«Туманные» аргументы, о которых говорил Сакс, десятилетие назад в Латинской Америке подавляли силой: это убеждение в том, что для преодоления нищеты на континенте необходимо разрушить колониальные структуры собственности путем земельной реформы, защищать торговлю и предоставлять субсидии, национализировать природные ресурсы и развивать кооперативный стиль работы. На это у Сакса не было времени. Хотя он почти ничего не знал о Боливии и ее долгой колониальной эксплуатации, о подавлении недовольства ее жителей и трудных успехах революции 1952 года, он был убежден, что Боливия страдала не только от гиперинфляции, но и от «социалистического романтизма» — от той же иллюзии девелопментализма, которую предыдущие поколения экономистов, обучавшихся в США, хотели искоренить в странах южного конуса [435]
.Представления Сакса кое в чем расходились с доктриной чикагской школы: он верил, что программу свободного рынка надо поддерживать, облегчая долговую зависимость и оказывая щедрую помощь. Молодому гарвардскому экономисту казалось, что одних невидимых рычагов рынка недостаточно. В итоге это мнение заставило Сакса расстаться с коллегами — сторонниками более радикального капитализма — и посвятить свои усилия исключительно вопросам экономической помощи. Но до этого оставались еще долгие годы. В Боливии смешанная идеология Сакса приводила к удивительным противоречиям. Сойдя с борта самолета в Ла Пасе и впервые вдыхая разреженный воздух Анд, он воображал себя новым Кейнсом, который приехал спасти боливийский народ от «хаоса и беспорядка» гиперинфляции [436]

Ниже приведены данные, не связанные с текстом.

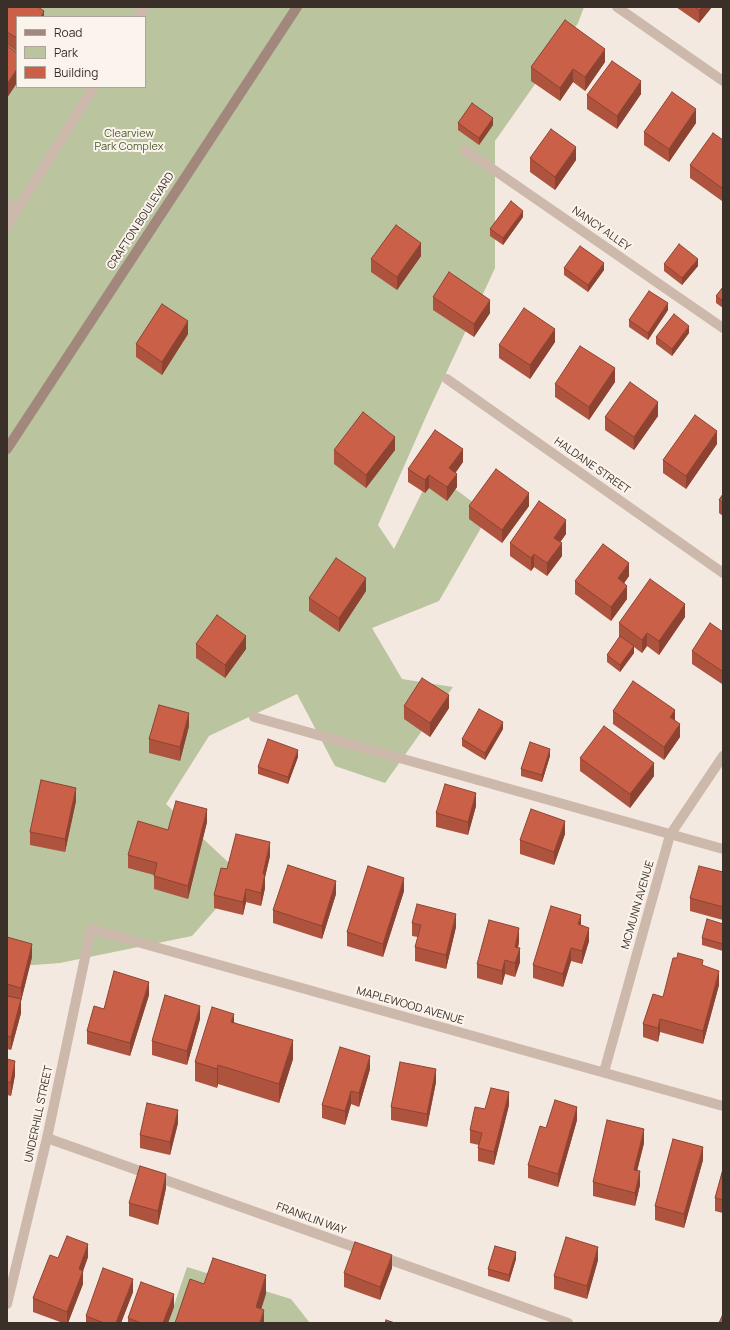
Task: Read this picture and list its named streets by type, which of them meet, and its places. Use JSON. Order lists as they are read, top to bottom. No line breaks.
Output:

. И хотя ключевое положение кейнсианства гласило, что в странах с глубоким падением экономики необходимо использовать деньги для ее стимуляции, Сакс пошел в противоположном направлении. Он посоветовал правительству умерить свои расходы и повысить цены в самый разгар кризиса — журнал Business Week, говоря о Чили, назвал этот рецепт «миром безумного доктора, который сознательно вызывает депрессию»[437].Совет Сакса правительству Бансера был прост: только внезапная шоковая терапия излечит Боливию от кризиса гиперинфляции. Он предложил увеличить цену на нефть в 10 раз, отменить ограничения на цены и сократить бюджет. Выступая с речью на заседании Боливийско американской торговой палаты, Сакс снова пообещал, что покончит с гиперинфляцией за одну ночь, отметив, что «ответом слушателей было удивление и восхищение»[438]

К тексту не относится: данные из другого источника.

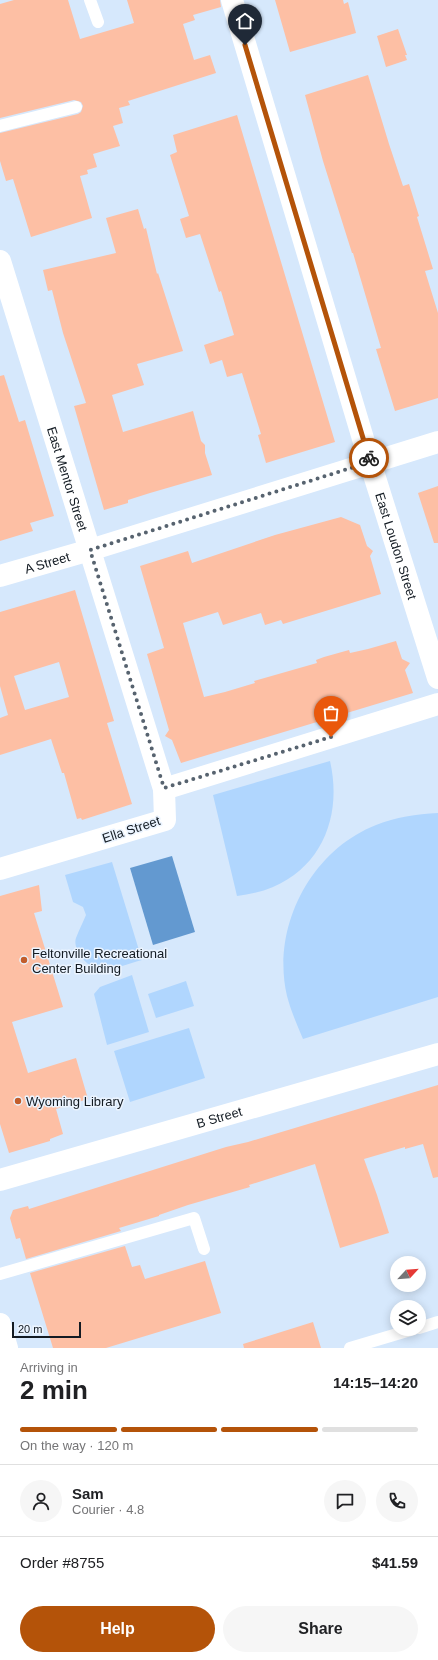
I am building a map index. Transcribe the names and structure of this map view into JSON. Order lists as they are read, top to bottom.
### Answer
{
  "streets": {
    "street": [
      "East Mentor Street",
      "East Loudon Street",
      "A Street",
      "Ella Street",
      "B Street"
    ]
  },
  "crossings": [
    ["East Mentor Street", "A Street"],
    ["East Mentor Street", "Ella Street"],
    ["East Loudon Street", "A Street"]
  ],
  "places": ["Feltonville Recreational Center Building", "Wyoming Library"],
  "scale_bar": "20 m",
  "north": "top right",
  "page": {
    "scale": "20 m",
    "heading": ["2 min", "Arriving in", "14:15–14:20"],
    "panel": [
      "Sam",
      "Courier · 4.8",
      "Order #8755",
      "$41.59"
    ],
    "bar": "On the way · 120 m",
    "buttons": ["Help", "Share"]
  }
}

. Подобно Фридману, Сакс верил, что внезапная встряска «поможет экономике выйти из тупика — тупика социализма, или тупика всеобщей коррупции, или тупика централизованного планирования — и вернуться к нормальной рыночной экономике»[439].В тот момент, когда Сакс давал эти прямые обещания, результаты выборов в Боливии оставались еще неизвестными. Бывший диктатор Уго Бансер вел себя так, как будто он уже победил, но его соперник Виктор Пас Эстенсоро не сдавался. Во время предвыборной кампании Пас Эстенсоро мало говорил о своей конкретной программе мероприятий по борьбе с инфляцией. Но он уже трижды был законным президентом Боливии, последний раз в 1964 году, пока ему не пришлось покинуть этот пост в результате переворота. Пас был представителем девелопменталистов, он национализировал крупные шахты по добыче олова, начал раздавать землю крестьянам и защищал избирательные права боливийцев. Подобно Хуану Перону в Аргентине, Пас был вездесущей, постоянной и неоднозначной фигурой на политическом поле, он часто менял свои политические взгляды, чтобы удержать власть или восстановить прежнее положение. В кампании 1985 года Пас говорил о своей верности «революционному и национально освободительному» прошлому и туманно высказывался о финансовой политике. Он не был социалистом, но в равной мере не был и неолибералом, сторонником чикагской школы, — по крайней мере, так полагали боливийцы [440]
.Поскольку окончательное решение о президенте зависело от Конгресса, это был период решающих тайных переговоров и сделок между двумя сторонами: Конгрессом и Сенатом. Важнейшую роль тут сыграл недавно назначенный сенатором Гонсало Санчес де Лосада (которого в Боливии называли Гони). Он так долго жил в Соединенных Штатах, что говорил по испански с резким американским акцентом, и, вернувшись в Боливию, стал одним из богатейших бизнесменов. Он владел компанией Comsur, которой принадлежали вторые по величине частные шахты страны, — а вскоре они вышли на первое место. В молодости Гони обучался в Чикагском университете — хотя и не на экономическом отделении — и высоко ценил идеи Фридмана, понимая, что они влекут за собой невероятную прибыль в горнодобывающей сфере, пока еще находившейся в руках боливийского государства. И когда Сакс изложил команде Бансера свой план шоковой терапии, на Гони это произвело огромное впечатление.